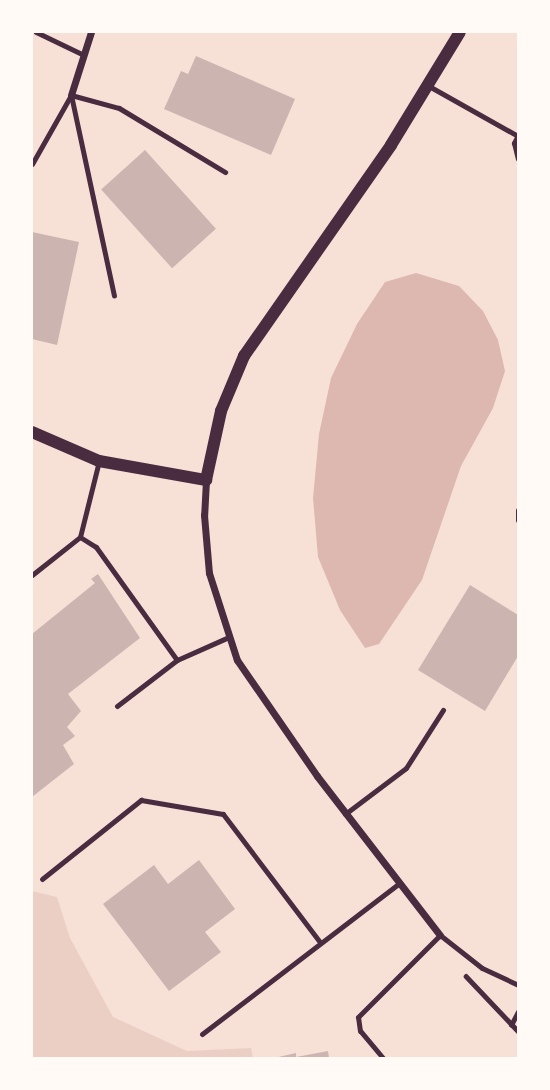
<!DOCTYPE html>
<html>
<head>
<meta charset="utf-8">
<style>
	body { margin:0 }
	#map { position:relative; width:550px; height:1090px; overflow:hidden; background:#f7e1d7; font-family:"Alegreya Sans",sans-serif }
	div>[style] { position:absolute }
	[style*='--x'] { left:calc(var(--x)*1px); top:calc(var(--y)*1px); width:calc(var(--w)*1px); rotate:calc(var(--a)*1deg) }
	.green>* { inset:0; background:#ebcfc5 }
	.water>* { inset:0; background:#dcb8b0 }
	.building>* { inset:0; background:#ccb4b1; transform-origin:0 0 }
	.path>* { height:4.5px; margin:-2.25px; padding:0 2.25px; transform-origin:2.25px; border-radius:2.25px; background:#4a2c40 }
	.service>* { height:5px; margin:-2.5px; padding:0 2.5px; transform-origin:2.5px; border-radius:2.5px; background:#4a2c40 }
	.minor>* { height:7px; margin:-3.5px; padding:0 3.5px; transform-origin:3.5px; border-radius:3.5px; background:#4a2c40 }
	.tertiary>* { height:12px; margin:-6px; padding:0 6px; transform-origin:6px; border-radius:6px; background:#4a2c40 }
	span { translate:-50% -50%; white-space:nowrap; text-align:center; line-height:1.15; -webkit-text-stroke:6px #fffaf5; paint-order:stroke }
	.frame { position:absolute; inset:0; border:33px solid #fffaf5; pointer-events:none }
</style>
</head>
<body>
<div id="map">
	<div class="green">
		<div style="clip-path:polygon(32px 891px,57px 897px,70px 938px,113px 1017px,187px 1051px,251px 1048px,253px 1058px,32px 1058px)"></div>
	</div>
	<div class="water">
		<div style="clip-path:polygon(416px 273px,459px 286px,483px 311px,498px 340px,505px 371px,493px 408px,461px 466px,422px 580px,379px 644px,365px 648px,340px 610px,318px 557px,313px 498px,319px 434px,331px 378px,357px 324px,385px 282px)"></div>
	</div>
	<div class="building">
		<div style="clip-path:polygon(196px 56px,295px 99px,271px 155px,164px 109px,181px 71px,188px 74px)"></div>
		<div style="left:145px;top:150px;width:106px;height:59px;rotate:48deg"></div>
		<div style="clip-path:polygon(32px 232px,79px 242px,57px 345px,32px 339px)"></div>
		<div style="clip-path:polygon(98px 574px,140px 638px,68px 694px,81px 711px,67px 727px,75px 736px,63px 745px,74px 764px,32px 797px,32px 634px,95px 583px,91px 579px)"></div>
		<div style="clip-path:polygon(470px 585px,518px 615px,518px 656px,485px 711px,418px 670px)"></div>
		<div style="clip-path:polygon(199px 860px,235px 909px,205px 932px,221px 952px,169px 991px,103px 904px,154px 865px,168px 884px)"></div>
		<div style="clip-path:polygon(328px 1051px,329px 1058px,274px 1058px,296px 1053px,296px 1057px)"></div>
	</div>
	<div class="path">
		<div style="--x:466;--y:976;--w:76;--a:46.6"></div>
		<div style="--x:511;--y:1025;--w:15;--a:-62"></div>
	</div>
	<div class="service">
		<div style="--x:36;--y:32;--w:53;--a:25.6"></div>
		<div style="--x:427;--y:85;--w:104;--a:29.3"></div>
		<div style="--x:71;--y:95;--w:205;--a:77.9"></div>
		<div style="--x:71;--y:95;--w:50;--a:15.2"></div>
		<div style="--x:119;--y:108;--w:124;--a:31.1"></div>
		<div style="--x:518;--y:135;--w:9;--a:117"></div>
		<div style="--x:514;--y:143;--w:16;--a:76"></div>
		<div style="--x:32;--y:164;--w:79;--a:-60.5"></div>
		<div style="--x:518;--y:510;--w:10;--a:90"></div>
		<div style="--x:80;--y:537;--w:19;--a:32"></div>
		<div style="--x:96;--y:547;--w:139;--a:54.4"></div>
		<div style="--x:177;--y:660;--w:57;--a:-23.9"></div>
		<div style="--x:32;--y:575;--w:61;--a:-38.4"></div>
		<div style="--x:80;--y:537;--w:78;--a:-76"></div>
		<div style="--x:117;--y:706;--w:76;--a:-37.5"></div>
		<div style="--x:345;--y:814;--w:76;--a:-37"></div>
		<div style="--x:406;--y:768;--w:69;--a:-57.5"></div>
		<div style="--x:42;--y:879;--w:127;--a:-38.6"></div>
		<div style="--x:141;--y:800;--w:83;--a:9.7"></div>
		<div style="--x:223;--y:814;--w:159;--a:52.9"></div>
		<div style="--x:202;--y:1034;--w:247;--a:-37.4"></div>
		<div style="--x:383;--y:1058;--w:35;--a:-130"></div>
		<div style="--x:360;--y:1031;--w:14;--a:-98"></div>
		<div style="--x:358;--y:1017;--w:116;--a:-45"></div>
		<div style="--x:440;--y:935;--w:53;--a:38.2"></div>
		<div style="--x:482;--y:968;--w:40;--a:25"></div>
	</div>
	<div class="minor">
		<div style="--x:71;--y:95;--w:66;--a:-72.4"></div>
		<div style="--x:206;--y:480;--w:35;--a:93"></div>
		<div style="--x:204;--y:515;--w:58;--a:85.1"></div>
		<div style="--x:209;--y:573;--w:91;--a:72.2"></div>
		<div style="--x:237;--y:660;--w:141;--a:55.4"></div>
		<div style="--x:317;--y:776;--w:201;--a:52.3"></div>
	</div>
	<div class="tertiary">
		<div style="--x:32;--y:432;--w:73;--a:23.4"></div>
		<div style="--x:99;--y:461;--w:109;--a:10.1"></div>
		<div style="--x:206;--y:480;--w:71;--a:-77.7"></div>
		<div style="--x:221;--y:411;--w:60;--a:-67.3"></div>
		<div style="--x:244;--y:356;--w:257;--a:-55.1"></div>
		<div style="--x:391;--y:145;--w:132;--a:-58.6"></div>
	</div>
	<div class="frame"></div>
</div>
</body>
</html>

◆ **Activity**
Go through the listing above and return each line where the word "green" occurs.

◆ **Solution**
	.green>* { inset:0; background:#ebcfc5 }
	<div class="green">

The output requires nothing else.